As I mentioned in my last post, tomato season is at full tilt, but summer is starting to fade into fall and those of us thinking we had all the time in the world to preserve summer’s bounty of tomatoes have suddenly come to the realization that we’d better get on it or lose our opportunity… so my tomato canning buddy and I purchased amazing tomatoes from Soil Born Farms and did our cursory 80lbs
Tomato Paste
Adapted from the Ball Complete Book of Home Preserving
22LBS Roma Tomatoes
4 Bay Leaves
2 tsp Salt
Bottled Lemon Juice
1. Wash and sort tomatoes. Quarter 6 tomatoes and transfer to a large stainless steel pot and bring to a boil over medium-high heat. Using a potato masher, crush tomatoes to release juices. While maintaining a boil and stirring to prevent burning, quarter additional tomatoes, adding them to thepot as you work. Make sure the mixture continues to boil vigorously while you add, stir and crush the remaining tomatoes. When all the tomatoes have been added, reduce heat and boil gently, stirring occasionally, until tomatoes are very soft, about 1 hour.
2. Working in batches, press mixture through a fine sieve, or food mill to remove skins and seeds. Discard skins and seeds.
3. Return mixture to pot. Add bay leaves and salt. Return to boil over medium heat. Reduce heat and boil gently, stirring frequently, until mixture is thick enough to mound on a spoon - about 6 ½ hours. Discard bay leaves.

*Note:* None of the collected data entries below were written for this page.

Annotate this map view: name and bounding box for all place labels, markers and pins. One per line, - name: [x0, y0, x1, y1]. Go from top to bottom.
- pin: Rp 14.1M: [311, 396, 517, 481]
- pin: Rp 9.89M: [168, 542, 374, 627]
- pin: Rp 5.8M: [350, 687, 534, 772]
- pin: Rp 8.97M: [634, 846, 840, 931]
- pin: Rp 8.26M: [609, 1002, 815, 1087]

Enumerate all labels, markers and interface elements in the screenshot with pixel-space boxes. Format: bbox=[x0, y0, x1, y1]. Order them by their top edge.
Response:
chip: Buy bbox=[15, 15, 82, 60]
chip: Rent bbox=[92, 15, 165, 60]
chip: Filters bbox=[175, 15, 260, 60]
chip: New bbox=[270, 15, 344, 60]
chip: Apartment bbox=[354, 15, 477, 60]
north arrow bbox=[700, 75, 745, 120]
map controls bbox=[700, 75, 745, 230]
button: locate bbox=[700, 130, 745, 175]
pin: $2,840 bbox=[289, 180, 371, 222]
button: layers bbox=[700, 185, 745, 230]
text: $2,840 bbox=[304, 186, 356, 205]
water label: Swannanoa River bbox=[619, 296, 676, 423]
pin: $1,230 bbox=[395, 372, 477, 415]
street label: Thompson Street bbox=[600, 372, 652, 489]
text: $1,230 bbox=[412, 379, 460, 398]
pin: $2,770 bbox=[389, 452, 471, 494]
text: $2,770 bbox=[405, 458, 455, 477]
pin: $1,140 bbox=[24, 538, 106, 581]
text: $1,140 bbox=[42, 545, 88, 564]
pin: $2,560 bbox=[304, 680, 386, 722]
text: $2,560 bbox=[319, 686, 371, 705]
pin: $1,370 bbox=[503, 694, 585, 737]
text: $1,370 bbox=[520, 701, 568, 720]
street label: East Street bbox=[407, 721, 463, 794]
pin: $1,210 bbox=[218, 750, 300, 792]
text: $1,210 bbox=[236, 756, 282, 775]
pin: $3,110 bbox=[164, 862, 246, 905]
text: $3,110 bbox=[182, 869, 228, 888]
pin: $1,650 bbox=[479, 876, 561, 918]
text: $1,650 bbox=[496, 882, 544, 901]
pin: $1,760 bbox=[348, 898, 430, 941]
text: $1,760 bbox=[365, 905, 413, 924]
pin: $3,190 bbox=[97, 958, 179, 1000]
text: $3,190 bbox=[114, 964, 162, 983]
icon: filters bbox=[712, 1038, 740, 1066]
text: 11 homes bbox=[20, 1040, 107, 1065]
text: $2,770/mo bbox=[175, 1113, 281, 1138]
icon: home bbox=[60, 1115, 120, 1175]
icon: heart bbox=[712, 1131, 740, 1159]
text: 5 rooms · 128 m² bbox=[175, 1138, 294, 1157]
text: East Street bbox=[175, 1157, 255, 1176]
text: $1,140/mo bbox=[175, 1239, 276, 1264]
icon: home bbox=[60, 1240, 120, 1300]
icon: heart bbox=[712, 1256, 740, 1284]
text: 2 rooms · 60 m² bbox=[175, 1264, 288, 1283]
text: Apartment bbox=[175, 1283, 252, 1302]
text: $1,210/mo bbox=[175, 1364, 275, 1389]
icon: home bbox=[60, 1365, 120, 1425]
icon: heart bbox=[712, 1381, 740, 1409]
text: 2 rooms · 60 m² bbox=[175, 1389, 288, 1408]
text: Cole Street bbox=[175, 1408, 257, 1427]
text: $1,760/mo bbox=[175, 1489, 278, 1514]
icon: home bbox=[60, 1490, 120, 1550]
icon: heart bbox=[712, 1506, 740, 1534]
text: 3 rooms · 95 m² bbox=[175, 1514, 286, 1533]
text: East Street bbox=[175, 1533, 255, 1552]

4. Meanwhile, prepare canner, jars and lids.
5. Before filling each jar with tomato paste, add 1 ½ tsp lemon juice to the hot jar. Ladle hot paste into prepared jars, leaving ½ inch headspace. Remove air bubbles and adjust headspace if necessary by adding hot paste. Wipe rim, center lid on jar. Screw band down until tight.
6. Place jars in canner, bring to a boil and process for 45 minutes. Remove jars, cool and store.